Work request – Each line below is to be copied exactly; images do not go into the copy.

Stored data entries:
----

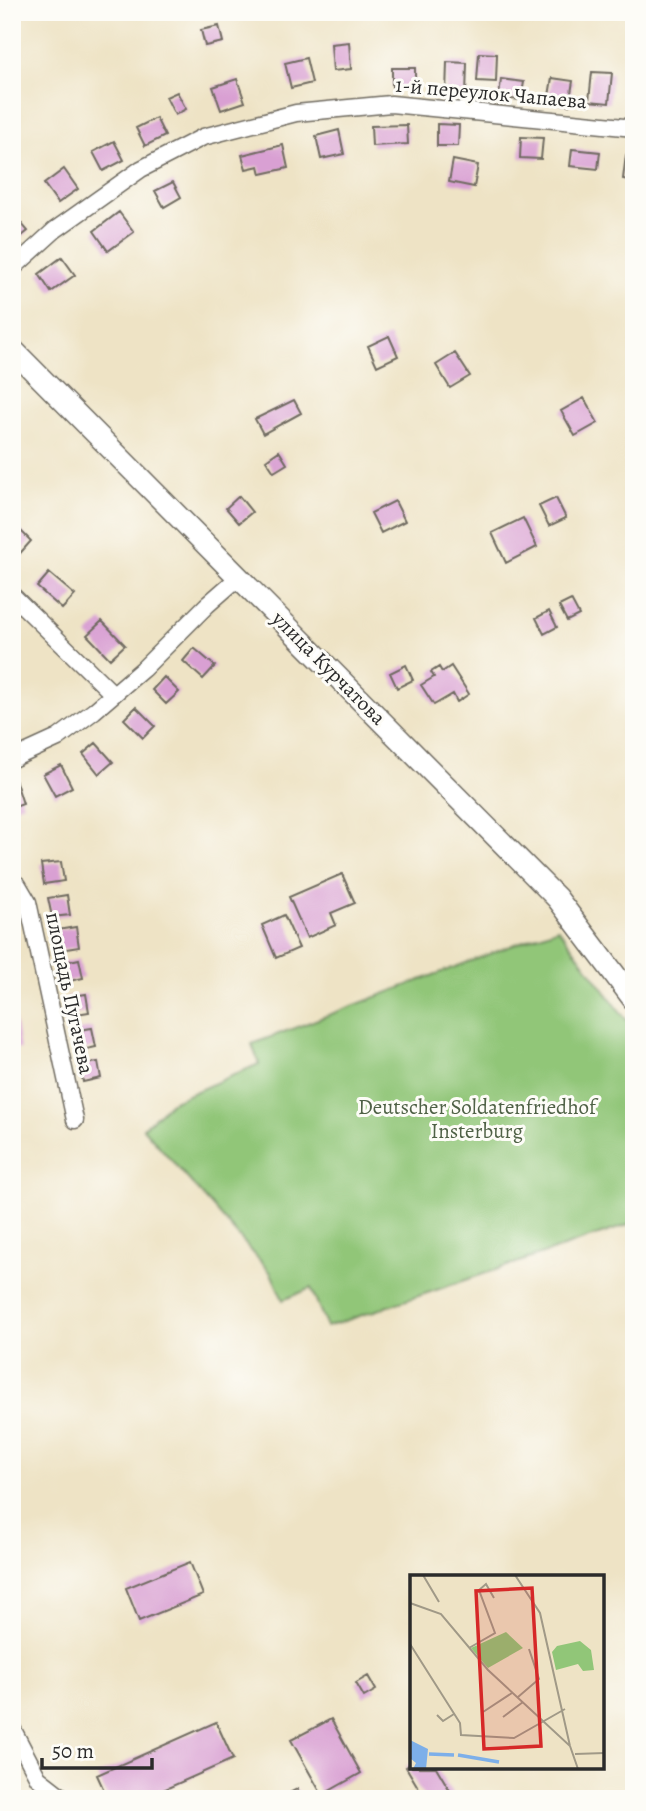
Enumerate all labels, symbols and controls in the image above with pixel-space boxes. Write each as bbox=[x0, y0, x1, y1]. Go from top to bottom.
street label: 1-й переулок Чапаева bbox=[394, 71, 588, 115]
street label: улица Курчатова bbox=[265, 604, 392, 731]
street label: площадь Пугачева bbox=[39, 909, 101, 1077]
park label: Deutscher Soldatenfriedhof Insterburg bbox=[358, 1093, 599, 1145]
inset map bbox=[410, 1575, 604, 1769]
scale bar bbox=[42, 1727, 152, 1771]
text: 50 m bbox=[52, 1737, 94, 1765]

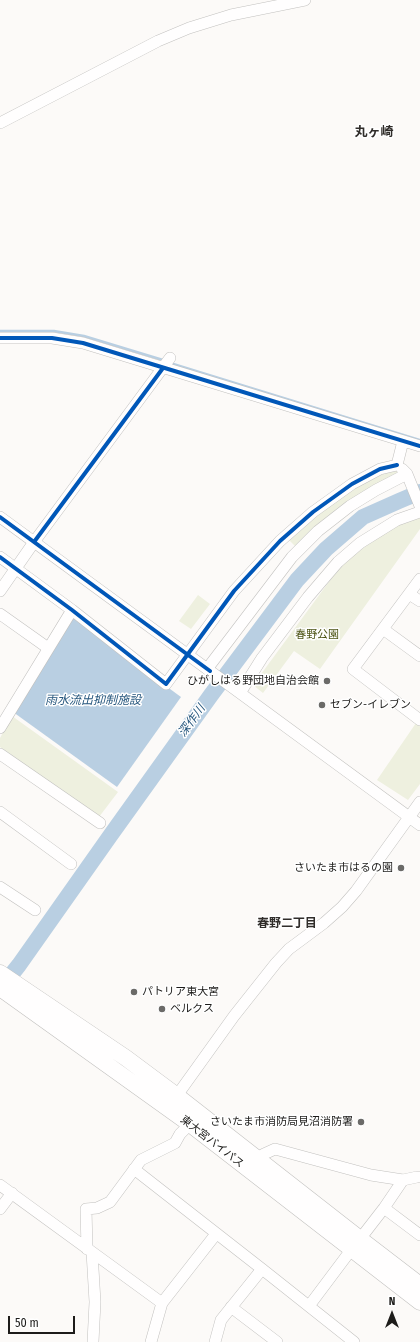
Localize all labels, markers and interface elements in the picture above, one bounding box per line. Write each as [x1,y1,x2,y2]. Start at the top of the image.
district label: 丸ヶ崎 [355,124,393,140]
park label: 春野公園 [295,628,339,642]
place label: ひがしはる野団地自治会館 [187,674,319,688]
marker: ひがしはる野団地自治会館 [322,676,332,686]
water label: 雨水流出抑制施設 [45,694,141,708]
place label: セブン-イレブン [330,698,411,712]
marker: セブン-イレブン [317,700,327,710]
water label: 深作川 [176,702,208,740]
place label: さいたま市はるの園 [294,861,393,875]
marker: さいたま市はるの園 [396,863,406,873]
district label: 春野二丁目 [257,917,317,931]
place label: パトリア東大宮 [142,985,219,999]
marker: パトリア東大宮 [129,987,139,997]
place label: ベルクス [170,1002,214,1016]
marker: ベルクス [157,1004,167,1014]
street label: 東大宮バイパス [178,1113,246,1171]
place label: さいたま市消防局見沼消防署 [210,1115,353,1129]
marker: さいたま市消防局見沼消防署 [356,1117,366,1127]
north arrow [372,1294,412,1334]
text: N [389,1295,395,1308]
scale bar [10,1308,77,1334]
text: 50 m [15,1316,39,1330]

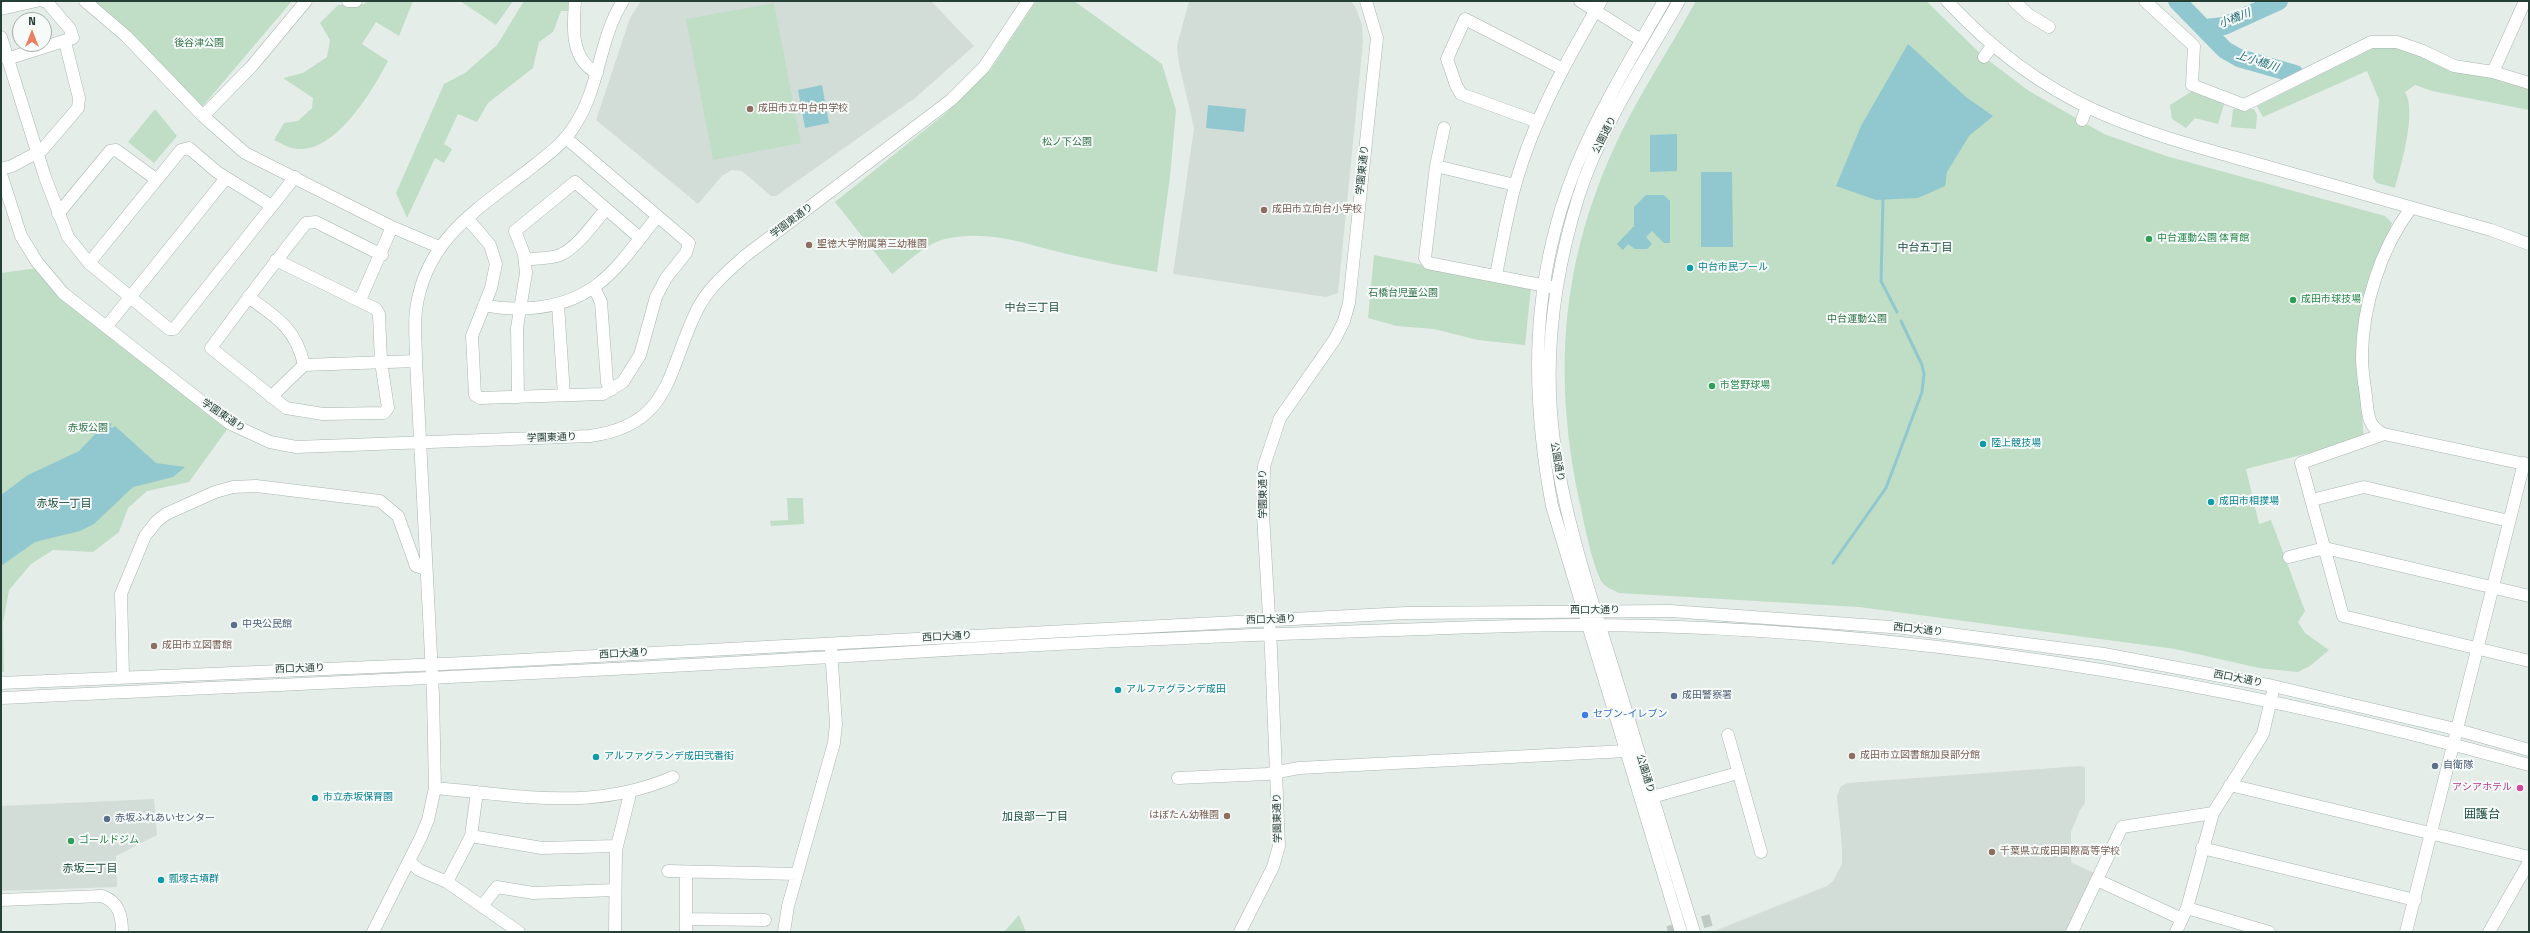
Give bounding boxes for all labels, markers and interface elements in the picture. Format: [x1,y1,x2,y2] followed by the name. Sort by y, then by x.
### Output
[2217,7,2253,31] water label: 小橋川
[12,12,52,52] north arrow
[28,13,36,29] text: N
[174,38,224,50] park label: 後谷津公園
[2234,49,2280,75] water label: 上小橋川
[758,103,848,115] place label: 成田市立中台中学校
[745,104,755,114] marker: 成田市立中台中学校
[1591,114,1619,156] street label: 公園通り
[1042,137,1092,149] park label: 松ノ下公園
[1354,145,1372,195] street label: 学園東通り
[768,201,816,241] street label: 学園東通り
[1272,204,1362,216] place label: 成田市立向台小学校
[1259,205,1269,215] marker: 成田市立向台小学校
[2157,233,2249,245] place label: 中台運動公園 体育館
[2144,234,2154,244] marker: 中台運動公園 体育館
[817,239,927,251] place label: 聖徳大学附属第三幼稚園
[804,240,814,250] marker: 聖徳大学附属第三幼稚園
[1898,241,1952,255] district label: 中台五丁目
[1698,262,1768,274] place label: 中台市民プール
[1685,263,1695,273] marker: 中台市民プール
[1368,288,1438,300] park label: 石橋台児童公園
[2301,294,2361,306] place label: 成田市球技場
[2288,295,2298,305] marker: 成田市球技場
[1005,301,1059,315] district label: 中台三丁目
[1827,314,1887,326] park label: 中台運動公園
[1720,380,1770,392] place label: 市営野球場
[1707,381,1717,391] marker: 市営野球場
[199,397,247,435] street label: 学園東通り
[68,423,108,435] park label: 赤坂公園
[527,431,577,445] street label: 学園東通り
[1991,438,2041,450] place label: 陸上競技場
[1978,439,1988,449] marker: 陸上競技場
[1548,441,1566,483] street label: 公園通り
[1258,469,1270,519] street label: 学園東通り
[2219,496,2279,508] place label: 成田市相撲場
[37,497,91,511] district label: 赤坂一丁目
[2206,497,2216,507] marker: 成田市相撲場
[1570,605,1620,617] street label: 西口大通り
[1246,613,1296,627] street label: 西口大通り
[242,619,292,631] place label: 中央公民館
[229,620,239,630] marker: 中央公民館
[1893,621,1943,639] street label: 西口大通り
[922,630,972,644] street label: 西口大通り
[162,640,232,652] place label: 成田市立図書館
[149,641,159,651] marker: 成田市立図書館
[599,647,649,661] street label: 西口大通り
[275,662,325,676] street label: 西口大通り
[2212,668,2264,690] street label: 西口大通り
[1126,684,1226,696] place label: アルファグランデ成田
[1113,685,1123,695] marker: アルファグランデ成田
[1682,690,1732,702] place label: 成田警察署
[1669,691,1679,701] marker: 成田警察署
[1593,709,1667,721] place label: セブン-イレブン
[1580,710,1590,720] marker: セブン-イレブン
[1860,750,1980,762] place label: 成田市立図書館加良部分館
[604,751,734,763] place label: アルファグランデ成田弐番街
[1847,751,1857,761] marker: 成田市立図書館加良部分館
[591,752,601,762] marker: アルファグランデ成田弐番街
[1633,753,1657,795] street label: 公園通り
[2443,760,2473,772] place label: 自衛隊
[2430,761,2440,771] marker: 自衛隊
[2452,782,2512,794] place label: アシアホテル
[2515,783,2525,793] marker: アシアホテル
[323,792,393,804] place label: 市立赤坂保育園
[310,793,320,803] marker: 市立赤坂保育園
[1272,793,1284,843] street label: 学園東通り
[2464,808,2500,822] district label: 囲護台
[1002,810,1068,824] district label: 加良部一丁目
[1149,810,1219,822] place label: はぼたん幼稚園
[1222,811,1232,821] marker: はぼたん幼稚園
[115,813,215,825] place label: 赤坂ふれあいセンター
[102,814,112,824] marker: 赤坂ふれあいセンター
[79,835,139,847] place label: ゴールドジム
[66,836,76,846] marker: ゴールドジム
[2000,846,2120,858] place label: 千葉県立成田国際高等学校
[1987,847,1997,857] marker: 千葉県立成田国際高等学校
[63,862,117,876] district label: 赤坂二丁目
[169,874,219,886] place label: 瓢塚古墳群
[156,875,166,885] marker: 瓢塚古墳群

----

Answer section –
Enumerate all labels, symbols and controls in the image above with pixel-space boxes. Write each as bbox=[x0, y0, x1, y1]. Go from top to bottom.
street label: 1-й переулок Чапаева bbox=[394, 71, 588, 115]
street label: улица Курчатова bbox=[265, 604, 392, 731]
street label: площадь Пугачева bbox=[39, 909, 101, 1077]
park label: Deutscher Soldatenfriedhof Insterburg bbox=[358, 1093, 599, 1145]
inset map bbox=[410, 1575, 604, 1769]
scale bar bbox=[42, 1727, 152, 1771]
text: 50 m bbox=[52, 1737, 94, 1765]

Localize all labels, markers and interface elements in the picture above, one bounding box per line. Write each as [x1,y1,x2,y2]. Start at the top of the image.
district label: 丸ヶ崎 [355,124,393,140]
park label: 春野公園 [295,628,339,642]
place label: ひがしはる野団地自治会館 [187,674,319,688]
marker: ひがしはる野団地自治会館 [322,676,332,686]
water label: 雨水流出抑制施設 [45,694,141,708]
place label: セブン-イレブン [330,698,411,712]
marker: セブン-イレブン [317,700,327,710]
water label: 深作川 [176,702,208,740]
place label: さいたま市はるの園 [294,861,393,875]
marker: さいたま市はるの園 [396,863,406,873]
district label: 春野二丁目 [257,917,317,931]
place label: パトリア東大宮 [142,985,219,999]
marker: パトリア東大宮 [129,987,139,997]
place label: ベルクス [170,1002,214,1016]
marker: ベルクス [157,1004,167,1014]
street label: 東大宮バイパス [178,1113,246,1171]
place label: さいたま市消防局見沼消防署 [210,1115,353,1129]
marker: さいたま市消防局見沼消防署 [356,1117,366,1127]
north arrow [372,1294,412,1334]
text: N [389,1295,395,1308]
scale bar [10,1308,77,1334]
text: 50 m [15,1316,39,1330]

Give bounding boxes for all labels, markers and interface elements in the picture. Format: [x1,y1,x2,y2] followed by the name. Sort by y, then by x.
### Output
[2217,7,2253,31] water label: 小橋川
[12,12,52,52] north arrow
[28,13,36,29] text: N
[174,38,224,50] park label: 後谷津公園
[2234,49,2280,75] water label: 上小橋川
[758,103,848,115] place label: 成田市立中台中学校
[745,104,755,114] marker: 成田市立中台中学校
[1591,114,1619,156] street label: 公園通り
[1042,137,1092,149] park label: 松ノ下公園
[1354,145,1372,195] street label: 学園東通り
[768,201,816,241] street label: 学園東通り
[1272,204,1362,216] place label: 成田市立向台小学校
[1259,205,1269,215] marker: 成田市立向台小学校
[2157,233,2249,245] place label: 中台運動公園 体育館
[2144,234,2154,244] marker: 中台運動公園 体育館
[817,239,927,251] place label: 聖徳大学附属第三幼稚園
[804,240,814,250] marker: 聖徳大学附属第三幼稚園
[1898,241,1952,255] district label: 中台五丁目
[1698,262,1768,274] place label: 中台市民プール
[1685,263,1695,273] marker: 中台市民プール
[1368,288,1438,300] park label: 石橋台児童公園
[2301,294,2361,306] place label: 成田市球技場
[2288,295,2298,305] marker: 成田市球技場
[1005,301,1059,315] district label: 中台三丁目
[1827,314,1887,326] park label: 中台運動公園
[1720,380,1770,392] place label: 市営野球場
[1707,381,1717,391] marker: 市営野球場
[199,397,247,435] street label: 学園東通り
[68,423,108,435] park label: 赤坂公園
[527,431,577,445] street label: 学園東通り
[1991,438,2041,450] place label: 陸上競技場
[1978,439,1988,449] marker: 陸上競技場
[1548,441,1566,483] street label: 公園通り
[1258,469,1270,519] street label: 学園東通り
[2219,496,2279,508] place label: 成田市相撲場
[37,497,91,511] district label: 赤坂一丁目
[2206,497,2216,507] marker: 成田市相撲場
[1570,605,1620,617] street label: 西口大通り
[1246,613,1296,627] street label: 西口大通り
[242,619,292,631] place label: 中央公民館
[229,620,239,630] marker: 中央公民館
[1893,621,1943,639] street label: 西口大通り
[922,630,972,644] street label: 西口大通り
[162,640,232,652] place label: 成田市立図書館
[149,641,159,651] marker: 成田市立図書館
[599,647,649,661] street label: 西口大通り
[275,662,325,676] street label: 西口大通り
[2212,668,2264,690] street label: 西口大通り
[1126,684,1226,696] place label: アルファグランデ成田
[1113,685,1123,695] marker: アルファグランデ成田
[1682,690,1732,702] place label: 成田警察署
[1669,691,1679,701] marker: 成田警察署
[1593,709,1667,721] place label: セブン-イレブン
[1580,710,1590,720] marker: セブン-イレブン
[1860,750,1980,762] place label: 成田市立図書館加良部分館
[604,751,734,763] place label: アルファグランデ成田弐番街
[1847,751,1857,761] marker: 成田市立図書館加良部分館
[591,752,601,762] marker: アルファグランデ成田弐番街
[1633,753,1657,795] street label: 公園通り
[2443,760,2473,772] place label: 自衛隊
[2430,761,2440,771] marker: 自衛隊
[2452,782,2512,794] place label: アシアホテル
[2515,783,2525,793] marker: アシアホテル
[323,792,393,804] place label: 市立赤坂保育園
[310,793,320,803] marker: 市立赤坂保育園
[1272,793,1284,843] street label: 学園東通り
[2464,808,2500,822] district label: 囲護台
[1002,810,1068,824] district label: 加良部一丁目
[1149,810,1219,822] place label: はぼたん幼稚園
[1222,811,1232,821] marker: はぼたん幼稚園
[115,813,215,825] place label: 赤坂ふれあいセンター
[102,814,112,824] marker: 赤坂ふれあいセンター
[79,835,139,847] place label: ゴールドジム
[66,836,76,846] marker: ゴールドジム
[2000,846,2120,858] place label: 千葉県立成田国際高等学校
[1987,847,1997,857] marker: 千葉県立成田国際高等学校
[63,862,117,876] district label: 赤坂二丁目
[169,874,219,886] place label: 瓢塚古墳群
[156,875,166,885] marker: 瓢塚古墳群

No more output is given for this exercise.